YBI mural designed by students at YSU


By Jamison Cocklin

jcocklin@vindy.com

YOUNGSTOWN

A mural, more than one year in the making, intended to symbolize the cultural and economic transformation of Youngstown, was completed earlier this week downtown.

It stretches nearly a block from one end of the Youngstown Business Incubator to the other.

Essentially a large sticker, the vinyl printout is pasted to the windows of both the YBI’s main building and its Taft Technology Center, where companies in its managed cluster are based.

YBI officials have said their building is merely a backdrop for the art, which began as a class project for an independent-study course at Youngstown State University in January 2012 taught by former graphic-design professor Charmaine Banach, who now teaches at Quinnipiac University in Connecticut.

“For me, it’s really been about Youngstown. When the class first sat down, we decided to choose one word to encapsulate what we were trying to say with this mural about a city people live in,” Banach said. “We wanted to include its design imagery and inform the city of its new cultural identity — the word we chose was metamorphosis.”

From there, designing the piece was not always easy, Banach said. A large part of the artistic challenge was highlighting both the positive and negative aspects of the city’s growing pains in recent years.

More than six students worked on the project from the conceptual phase through the design and installation phase. The mural was designed on a computer and printed at a location in Cleveland after arrangements at a Youngstown facility fell through.

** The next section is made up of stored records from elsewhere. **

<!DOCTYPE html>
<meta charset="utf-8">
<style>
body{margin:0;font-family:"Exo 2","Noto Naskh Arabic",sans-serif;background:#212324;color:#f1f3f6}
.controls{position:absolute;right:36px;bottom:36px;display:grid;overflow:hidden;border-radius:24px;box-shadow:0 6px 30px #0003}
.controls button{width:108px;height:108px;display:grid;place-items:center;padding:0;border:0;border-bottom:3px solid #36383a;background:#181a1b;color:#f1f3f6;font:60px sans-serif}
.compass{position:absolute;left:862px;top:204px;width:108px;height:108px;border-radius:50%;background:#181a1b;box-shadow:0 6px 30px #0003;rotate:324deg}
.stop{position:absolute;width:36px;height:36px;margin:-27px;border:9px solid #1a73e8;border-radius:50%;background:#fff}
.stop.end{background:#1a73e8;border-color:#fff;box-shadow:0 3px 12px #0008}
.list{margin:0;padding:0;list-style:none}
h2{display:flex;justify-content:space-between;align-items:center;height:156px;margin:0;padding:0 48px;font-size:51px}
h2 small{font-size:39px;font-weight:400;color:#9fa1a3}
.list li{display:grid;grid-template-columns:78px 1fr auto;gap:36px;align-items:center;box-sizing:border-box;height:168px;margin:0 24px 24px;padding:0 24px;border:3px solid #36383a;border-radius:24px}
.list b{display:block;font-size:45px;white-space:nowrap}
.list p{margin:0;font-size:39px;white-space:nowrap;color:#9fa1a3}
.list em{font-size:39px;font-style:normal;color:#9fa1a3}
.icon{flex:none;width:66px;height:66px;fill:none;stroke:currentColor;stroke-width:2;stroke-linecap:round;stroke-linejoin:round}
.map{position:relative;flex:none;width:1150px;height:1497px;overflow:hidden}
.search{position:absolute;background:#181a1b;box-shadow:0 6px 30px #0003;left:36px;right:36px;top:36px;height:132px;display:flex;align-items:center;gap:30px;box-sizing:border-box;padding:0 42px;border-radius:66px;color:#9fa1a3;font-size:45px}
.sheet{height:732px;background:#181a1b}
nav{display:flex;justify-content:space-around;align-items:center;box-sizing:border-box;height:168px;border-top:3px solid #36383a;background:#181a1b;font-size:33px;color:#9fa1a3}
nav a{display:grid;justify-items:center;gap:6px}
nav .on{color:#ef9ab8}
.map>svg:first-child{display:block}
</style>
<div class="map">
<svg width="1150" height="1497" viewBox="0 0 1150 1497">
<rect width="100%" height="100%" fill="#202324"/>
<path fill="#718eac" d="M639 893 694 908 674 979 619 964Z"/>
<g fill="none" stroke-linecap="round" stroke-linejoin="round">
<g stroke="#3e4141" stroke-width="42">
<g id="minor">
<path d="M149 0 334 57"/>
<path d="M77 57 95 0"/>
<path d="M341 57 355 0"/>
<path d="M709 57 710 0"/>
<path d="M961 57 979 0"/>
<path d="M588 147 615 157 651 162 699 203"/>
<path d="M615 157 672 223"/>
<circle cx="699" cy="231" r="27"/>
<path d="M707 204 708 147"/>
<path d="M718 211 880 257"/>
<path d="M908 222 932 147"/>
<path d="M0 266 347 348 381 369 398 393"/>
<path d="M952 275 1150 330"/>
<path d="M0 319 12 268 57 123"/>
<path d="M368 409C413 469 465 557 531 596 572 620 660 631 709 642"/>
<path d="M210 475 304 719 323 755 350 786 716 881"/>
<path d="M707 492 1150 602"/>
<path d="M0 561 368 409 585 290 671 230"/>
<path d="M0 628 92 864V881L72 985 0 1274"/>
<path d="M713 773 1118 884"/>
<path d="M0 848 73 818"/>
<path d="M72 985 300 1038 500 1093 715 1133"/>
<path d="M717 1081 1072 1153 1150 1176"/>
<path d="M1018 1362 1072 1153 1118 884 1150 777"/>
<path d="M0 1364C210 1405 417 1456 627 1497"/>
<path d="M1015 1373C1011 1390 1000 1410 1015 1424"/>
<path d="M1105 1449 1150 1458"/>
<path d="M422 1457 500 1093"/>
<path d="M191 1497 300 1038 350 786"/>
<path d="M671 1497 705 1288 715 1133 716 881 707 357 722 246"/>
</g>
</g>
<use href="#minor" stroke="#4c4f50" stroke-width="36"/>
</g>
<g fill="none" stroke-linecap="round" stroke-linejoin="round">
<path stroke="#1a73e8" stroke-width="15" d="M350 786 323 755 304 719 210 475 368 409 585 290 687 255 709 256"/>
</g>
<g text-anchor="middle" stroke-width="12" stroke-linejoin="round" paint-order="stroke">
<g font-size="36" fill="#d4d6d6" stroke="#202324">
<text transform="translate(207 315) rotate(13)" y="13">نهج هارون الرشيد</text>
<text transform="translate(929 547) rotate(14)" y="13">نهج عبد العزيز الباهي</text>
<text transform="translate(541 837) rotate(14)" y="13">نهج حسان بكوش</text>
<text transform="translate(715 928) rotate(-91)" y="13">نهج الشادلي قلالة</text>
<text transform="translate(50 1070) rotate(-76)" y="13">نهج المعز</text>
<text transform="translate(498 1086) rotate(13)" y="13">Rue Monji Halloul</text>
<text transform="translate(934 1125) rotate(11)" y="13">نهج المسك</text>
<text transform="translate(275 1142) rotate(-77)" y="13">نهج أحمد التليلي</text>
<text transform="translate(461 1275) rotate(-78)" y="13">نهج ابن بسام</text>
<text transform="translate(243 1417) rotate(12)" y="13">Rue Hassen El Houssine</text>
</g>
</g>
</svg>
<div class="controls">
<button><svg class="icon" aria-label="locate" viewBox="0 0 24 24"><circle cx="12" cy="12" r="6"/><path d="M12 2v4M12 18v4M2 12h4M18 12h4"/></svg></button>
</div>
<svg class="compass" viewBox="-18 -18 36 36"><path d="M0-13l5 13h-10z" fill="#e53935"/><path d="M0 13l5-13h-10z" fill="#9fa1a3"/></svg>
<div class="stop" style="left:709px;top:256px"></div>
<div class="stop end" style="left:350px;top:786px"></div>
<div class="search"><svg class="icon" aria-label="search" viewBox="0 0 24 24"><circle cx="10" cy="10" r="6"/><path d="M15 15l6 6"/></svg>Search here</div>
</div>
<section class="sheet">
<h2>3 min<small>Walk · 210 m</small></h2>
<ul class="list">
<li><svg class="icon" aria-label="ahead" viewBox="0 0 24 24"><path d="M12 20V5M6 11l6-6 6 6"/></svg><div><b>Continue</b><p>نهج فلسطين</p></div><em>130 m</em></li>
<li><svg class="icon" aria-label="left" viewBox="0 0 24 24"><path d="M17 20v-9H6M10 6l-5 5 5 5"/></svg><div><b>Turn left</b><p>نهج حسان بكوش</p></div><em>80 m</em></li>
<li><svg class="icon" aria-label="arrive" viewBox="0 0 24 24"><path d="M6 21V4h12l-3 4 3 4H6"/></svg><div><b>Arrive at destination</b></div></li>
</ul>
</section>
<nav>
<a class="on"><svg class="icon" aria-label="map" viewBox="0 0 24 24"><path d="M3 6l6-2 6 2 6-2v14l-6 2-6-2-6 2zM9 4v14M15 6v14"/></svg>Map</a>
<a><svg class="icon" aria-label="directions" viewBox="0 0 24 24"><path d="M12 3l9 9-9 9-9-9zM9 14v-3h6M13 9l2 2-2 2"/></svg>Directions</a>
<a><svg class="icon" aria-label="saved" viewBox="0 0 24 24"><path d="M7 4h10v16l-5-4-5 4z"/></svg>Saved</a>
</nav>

Each student was in charge of designing a section of the mural, with the overall goal of combining those parts to tell an entire story. The mural is intended to make sense when viewed from any direction.

The end product, installed over three days, was a rolling piece of vinyl that’s highly visible to passers-by on West Federal Street. It depicts Youngstown’s cityscape and at turns includes dragonflies, outdoor scenes and graphics of smokestacks and steel workers, all done in pastels with undertones of darker colors at points.

Though the 300-foot mural could last up to two years or more, it likely will be up for only one year, Banach said.

The project was funded by 122 donors through an online Kickstarter campaign that raised $7,500 to print the mural.